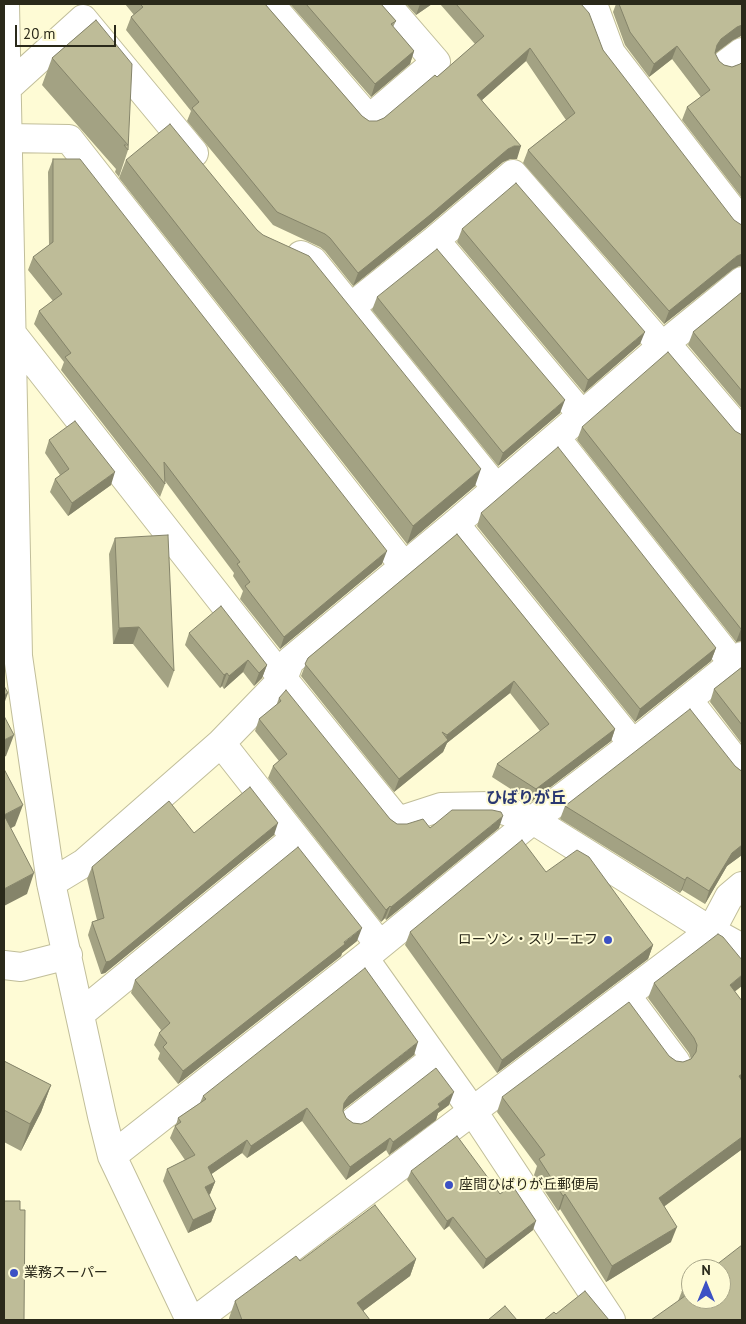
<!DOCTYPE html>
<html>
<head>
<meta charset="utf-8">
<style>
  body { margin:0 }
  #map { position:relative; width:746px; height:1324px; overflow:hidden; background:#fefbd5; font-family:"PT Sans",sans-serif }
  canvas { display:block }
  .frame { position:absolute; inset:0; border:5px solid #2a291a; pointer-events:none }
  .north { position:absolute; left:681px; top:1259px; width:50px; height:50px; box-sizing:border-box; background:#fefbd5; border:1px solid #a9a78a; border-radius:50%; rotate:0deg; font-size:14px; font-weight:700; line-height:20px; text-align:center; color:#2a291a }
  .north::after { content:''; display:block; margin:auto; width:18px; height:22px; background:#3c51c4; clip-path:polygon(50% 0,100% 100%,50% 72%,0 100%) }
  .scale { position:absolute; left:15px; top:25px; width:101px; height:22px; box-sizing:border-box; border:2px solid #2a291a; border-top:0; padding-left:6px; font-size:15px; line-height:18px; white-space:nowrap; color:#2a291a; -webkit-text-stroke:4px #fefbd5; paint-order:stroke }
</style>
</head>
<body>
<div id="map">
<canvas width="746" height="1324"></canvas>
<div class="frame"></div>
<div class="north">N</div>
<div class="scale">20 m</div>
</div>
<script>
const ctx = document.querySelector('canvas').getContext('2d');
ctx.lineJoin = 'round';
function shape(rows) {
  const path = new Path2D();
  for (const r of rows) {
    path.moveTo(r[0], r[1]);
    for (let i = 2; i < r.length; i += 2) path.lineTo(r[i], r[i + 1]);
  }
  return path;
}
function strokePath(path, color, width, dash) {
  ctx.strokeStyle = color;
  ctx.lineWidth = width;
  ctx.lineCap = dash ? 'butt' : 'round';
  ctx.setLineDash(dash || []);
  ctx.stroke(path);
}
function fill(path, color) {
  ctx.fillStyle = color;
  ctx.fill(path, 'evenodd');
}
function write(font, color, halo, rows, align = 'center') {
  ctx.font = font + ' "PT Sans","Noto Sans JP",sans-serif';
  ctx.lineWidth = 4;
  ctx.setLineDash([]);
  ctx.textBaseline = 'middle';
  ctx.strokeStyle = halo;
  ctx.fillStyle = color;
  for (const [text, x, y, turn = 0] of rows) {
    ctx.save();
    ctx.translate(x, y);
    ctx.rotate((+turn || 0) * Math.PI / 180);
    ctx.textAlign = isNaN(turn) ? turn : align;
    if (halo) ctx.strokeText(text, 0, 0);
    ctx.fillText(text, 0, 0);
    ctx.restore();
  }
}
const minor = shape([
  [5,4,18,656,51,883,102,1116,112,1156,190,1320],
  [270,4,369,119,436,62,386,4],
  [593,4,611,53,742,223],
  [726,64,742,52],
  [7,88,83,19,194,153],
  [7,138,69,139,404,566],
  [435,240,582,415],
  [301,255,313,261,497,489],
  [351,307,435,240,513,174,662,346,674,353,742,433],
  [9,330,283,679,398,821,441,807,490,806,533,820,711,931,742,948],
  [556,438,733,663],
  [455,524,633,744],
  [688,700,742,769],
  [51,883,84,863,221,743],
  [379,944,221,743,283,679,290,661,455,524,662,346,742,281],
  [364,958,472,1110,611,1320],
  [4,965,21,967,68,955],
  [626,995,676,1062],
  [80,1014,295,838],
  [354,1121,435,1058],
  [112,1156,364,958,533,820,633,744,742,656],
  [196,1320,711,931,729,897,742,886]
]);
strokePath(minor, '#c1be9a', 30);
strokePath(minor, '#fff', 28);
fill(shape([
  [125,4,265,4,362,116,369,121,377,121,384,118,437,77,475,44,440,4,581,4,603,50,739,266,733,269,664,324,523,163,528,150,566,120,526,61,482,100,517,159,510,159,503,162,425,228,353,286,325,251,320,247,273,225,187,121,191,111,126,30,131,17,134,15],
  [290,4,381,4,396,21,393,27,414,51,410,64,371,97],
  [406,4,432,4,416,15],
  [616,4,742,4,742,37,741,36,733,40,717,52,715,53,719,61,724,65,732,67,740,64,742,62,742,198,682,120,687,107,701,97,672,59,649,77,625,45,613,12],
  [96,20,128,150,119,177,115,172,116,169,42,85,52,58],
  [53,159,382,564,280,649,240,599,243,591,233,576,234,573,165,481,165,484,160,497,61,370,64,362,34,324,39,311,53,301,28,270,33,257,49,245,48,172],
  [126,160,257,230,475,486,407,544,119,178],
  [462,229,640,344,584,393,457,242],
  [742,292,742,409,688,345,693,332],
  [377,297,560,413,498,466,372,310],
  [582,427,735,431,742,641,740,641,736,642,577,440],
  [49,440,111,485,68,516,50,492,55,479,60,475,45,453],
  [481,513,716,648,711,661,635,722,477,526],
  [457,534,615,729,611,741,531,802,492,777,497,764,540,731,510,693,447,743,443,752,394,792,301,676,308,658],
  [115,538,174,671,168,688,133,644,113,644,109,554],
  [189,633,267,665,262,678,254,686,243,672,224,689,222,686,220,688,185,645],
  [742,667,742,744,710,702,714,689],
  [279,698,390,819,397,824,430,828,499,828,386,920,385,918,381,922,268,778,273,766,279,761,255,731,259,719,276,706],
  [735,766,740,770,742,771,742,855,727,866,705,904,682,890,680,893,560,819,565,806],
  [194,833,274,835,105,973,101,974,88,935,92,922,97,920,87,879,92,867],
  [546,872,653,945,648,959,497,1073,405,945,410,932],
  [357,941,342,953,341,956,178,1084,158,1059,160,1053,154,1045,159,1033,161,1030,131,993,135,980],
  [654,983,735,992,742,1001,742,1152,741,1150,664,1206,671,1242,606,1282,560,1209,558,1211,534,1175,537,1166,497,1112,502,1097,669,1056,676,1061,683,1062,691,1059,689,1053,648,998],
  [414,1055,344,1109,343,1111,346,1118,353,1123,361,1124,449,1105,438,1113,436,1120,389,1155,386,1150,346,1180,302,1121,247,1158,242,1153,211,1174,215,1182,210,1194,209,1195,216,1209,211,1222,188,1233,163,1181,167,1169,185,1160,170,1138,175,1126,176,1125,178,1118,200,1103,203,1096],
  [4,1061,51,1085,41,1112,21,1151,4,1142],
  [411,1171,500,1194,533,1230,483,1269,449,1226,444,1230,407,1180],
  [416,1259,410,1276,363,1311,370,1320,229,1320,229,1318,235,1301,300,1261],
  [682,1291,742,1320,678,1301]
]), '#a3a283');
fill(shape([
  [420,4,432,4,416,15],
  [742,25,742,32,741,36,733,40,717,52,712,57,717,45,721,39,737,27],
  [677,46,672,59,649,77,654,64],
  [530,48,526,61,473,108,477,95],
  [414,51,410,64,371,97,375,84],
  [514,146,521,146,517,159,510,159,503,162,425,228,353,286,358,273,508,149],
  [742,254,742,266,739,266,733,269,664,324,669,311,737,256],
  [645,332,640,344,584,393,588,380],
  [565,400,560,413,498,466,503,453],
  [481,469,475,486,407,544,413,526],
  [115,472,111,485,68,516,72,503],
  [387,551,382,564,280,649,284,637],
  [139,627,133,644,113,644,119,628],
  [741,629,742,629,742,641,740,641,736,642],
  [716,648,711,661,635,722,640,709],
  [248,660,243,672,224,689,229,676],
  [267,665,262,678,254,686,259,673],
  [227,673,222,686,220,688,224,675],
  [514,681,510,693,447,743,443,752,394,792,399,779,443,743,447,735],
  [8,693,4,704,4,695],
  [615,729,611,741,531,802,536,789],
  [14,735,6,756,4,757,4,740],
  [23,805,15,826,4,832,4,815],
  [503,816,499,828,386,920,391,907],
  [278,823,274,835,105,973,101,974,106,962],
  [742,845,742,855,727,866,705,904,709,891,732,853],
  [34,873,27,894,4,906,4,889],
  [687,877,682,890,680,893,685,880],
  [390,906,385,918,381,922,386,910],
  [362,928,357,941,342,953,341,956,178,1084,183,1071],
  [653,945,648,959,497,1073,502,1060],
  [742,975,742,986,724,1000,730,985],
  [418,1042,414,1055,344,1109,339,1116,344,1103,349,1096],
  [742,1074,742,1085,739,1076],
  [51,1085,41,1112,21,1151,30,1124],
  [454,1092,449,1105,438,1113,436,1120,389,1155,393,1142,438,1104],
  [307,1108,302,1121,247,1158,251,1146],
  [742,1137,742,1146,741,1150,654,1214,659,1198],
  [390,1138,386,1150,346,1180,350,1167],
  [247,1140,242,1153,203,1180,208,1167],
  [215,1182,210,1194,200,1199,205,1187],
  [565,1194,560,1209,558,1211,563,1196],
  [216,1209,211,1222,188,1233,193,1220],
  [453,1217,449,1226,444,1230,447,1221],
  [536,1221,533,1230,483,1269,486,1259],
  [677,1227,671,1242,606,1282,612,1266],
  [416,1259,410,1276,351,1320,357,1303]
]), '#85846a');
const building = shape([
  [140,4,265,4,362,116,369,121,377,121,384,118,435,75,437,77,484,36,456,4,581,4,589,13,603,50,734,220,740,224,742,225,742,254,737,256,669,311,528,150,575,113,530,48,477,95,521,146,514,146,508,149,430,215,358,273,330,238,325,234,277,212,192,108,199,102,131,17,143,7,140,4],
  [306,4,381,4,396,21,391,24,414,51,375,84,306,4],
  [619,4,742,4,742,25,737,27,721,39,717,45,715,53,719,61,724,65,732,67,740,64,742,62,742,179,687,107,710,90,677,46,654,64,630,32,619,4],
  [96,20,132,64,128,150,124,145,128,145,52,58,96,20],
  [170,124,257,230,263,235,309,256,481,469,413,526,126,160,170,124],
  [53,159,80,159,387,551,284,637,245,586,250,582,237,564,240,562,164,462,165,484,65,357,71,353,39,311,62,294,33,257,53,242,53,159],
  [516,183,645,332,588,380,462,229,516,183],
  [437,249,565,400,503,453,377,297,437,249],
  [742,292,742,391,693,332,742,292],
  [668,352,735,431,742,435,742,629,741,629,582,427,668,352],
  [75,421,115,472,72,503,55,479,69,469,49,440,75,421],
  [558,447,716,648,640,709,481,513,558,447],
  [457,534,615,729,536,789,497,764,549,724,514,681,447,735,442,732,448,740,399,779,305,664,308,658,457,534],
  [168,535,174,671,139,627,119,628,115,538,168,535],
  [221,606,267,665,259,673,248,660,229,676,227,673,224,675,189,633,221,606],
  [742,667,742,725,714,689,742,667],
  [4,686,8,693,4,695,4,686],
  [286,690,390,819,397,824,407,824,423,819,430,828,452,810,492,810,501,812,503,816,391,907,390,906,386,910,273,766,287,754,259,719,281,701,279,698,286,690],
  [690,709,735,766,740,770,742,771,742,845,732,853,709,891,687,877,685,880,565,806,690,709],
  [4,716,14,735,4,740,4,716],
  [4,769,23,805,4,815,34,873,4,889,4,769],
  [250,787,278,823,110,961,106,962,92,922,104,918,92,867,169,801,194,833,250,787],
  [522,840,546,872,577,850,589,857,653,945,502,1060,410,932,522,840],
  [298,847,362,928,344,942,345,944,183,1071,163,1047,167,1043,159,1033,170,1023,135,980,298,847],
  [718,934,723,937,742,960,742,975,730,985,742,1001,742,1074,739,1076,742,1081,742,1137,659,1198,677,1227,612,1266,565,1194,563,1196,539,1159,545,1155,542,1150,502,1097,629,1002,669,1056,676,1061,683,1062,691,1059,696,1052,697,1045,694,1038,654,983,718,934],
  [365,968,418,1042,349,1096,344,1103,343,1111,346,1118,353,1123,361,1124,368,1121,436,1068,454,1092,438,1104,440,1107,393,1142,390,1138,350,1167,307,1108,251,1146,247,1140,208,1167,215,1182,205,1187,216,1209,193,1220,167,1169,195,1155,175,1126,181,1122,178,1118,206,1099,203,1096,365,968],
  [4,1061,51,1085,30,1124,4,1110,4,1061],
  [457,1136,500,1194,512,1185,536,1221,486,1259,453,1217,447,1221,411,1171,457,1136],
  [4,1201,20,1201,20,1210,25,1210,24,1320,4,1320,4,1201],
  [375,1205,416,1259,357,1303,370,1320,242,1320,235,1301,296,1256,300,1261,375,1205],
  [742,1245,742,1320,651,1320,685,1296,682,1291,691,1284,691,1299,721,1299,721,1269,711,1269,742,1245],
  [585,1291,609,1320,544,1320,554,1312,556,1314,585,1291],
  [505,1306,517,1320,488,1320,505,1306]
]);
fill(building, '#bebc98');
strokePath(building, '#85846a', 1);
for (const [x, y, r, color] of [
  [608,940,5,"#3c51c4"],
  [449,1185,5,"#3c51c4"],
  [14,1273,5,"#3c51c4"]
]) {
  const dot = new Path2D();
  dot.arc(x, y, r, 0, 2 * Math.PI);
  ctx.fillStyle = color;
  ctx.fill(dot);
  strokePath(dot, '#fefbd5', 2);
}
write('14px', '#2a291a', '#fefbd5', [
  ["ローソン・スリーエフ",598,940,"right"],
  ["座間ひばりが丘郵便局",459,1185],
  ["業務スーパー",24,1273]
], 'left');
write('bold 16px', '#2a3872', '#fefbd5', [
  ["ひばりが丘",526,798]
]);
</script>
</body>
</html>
####################
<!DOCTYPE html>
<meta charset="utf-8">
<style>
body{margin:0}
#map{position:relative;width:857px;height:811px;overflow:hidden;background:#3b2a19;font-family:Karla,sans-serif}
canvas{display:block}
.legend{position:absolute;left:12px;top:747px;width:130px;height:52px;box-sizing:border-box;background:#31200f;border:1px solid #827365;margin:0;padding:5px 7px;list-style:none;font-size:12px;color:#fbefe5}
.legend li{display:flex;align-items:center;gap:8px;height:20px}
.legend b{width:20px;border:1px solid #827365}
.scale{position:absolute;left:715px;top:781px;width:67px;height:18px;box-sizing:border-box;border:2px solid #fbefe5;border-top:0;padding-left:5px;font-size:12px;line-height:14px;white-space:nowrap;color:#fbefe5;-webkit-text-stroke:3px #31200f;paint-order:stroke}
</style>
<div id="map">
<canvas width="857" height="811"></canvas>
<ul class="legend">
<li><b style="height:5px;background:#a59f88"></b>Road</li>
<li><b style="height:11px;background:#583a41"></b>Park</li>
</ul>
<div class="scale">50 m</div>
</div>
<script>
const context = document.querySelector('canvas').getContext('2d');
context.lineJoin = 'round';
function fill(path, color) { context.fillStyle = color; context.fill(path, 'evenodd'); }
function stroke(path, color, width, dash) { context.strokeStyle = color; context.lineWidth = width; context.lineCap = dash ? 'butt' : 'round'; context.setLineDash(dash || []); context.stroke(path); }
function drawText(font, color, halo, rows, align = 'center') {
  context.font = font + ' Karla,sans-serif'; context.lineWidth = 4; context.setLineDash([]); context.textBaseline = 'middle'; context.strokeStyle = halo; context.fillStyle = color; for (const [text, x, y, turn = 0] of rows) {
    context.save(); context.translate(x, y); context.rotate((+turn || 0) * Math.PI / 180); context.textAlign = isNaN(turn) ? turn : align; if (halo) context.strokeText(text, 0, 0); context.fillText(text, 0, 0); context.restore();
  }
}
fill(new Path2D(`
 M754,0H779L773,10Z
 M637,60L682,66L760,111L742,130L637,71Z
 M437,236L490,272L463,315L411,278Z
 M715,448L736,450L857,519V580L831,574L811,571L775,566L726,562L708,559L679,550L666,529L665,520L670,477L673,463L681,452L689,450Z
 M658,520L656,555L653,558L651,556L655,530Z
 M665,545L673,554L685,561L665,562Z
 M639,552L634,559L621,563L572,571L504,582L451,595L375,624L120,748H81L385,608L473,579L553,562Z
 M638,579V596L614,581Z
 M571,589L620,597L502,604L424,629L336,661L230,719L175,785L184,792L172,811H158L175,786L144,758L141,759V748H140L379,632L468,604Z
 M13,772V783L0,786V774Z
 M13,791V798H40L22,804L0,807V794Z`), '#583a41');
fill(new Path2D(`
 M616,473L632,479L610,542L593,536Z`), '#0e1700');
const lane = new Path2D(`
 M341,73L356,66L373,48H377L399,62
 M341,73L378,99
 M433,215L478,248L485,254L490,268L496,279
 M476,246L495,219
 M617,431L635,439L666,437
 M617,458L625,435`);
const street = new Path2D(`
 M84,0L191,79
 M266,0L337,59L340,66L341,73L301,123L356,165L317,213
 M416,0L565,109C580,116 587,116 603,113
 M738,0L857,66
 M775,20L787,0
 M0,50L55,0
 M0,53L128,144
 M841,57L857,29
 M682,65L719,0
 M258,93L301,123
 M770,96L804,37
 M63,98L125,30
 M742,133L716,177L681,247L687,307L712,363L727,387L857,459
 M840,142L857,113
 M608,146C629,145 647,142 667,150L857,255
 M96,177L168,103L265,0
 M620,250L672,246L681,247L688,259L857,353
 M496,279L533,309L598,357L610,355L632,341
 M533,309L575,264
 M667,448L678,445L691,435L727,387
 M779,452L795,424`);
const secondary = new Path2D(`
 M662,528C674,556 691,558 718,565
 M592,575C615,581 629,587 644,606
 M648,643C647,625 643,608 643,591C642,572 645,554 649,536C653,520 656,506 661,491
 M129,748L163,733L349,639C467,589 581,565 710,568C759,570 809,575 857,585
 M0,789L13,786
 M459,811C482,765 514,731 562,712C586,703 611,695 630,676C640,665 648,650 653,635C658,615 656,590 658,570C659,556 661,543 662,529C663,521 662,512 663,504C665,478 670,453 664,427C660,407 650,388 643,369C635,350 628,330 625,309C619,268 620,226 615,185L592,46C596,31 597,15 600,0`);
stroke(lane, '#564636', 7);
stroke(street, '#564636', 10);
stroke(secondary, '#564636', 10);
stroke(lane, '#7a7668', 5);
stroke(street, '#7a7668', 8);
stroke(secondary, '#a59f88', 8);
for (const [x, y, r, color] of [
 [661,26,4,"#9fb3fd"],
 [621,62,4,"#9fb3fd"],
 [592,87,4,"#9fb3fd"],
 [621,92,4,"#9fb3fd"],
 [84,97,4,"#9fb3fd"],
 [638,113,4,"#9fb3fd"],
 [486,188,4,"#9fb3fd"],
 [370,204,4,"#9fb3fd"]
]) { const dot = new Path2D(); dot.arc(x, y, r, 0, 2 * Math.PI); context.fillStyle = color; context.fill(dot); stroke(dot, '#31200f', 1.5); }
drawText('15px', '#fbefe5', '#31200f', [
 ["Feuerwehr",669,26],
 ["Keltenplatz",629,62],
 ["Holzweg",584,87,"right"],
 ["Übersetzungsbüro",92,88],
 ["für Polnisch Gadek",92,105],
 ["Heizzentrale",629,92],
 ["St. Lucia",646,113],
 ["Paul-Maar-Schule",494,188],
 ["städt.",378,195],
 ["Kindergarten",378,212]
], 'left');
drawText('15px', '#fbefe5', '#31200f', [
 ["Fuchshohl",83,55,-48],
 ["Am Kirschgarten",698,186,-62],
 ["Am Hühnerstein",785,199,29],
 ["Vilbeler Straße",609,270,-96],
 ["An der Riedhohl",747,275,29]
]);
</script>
####################
[Task] Answer with one number only: how many lines in the data contain the word "restore"?

[Completed task] 2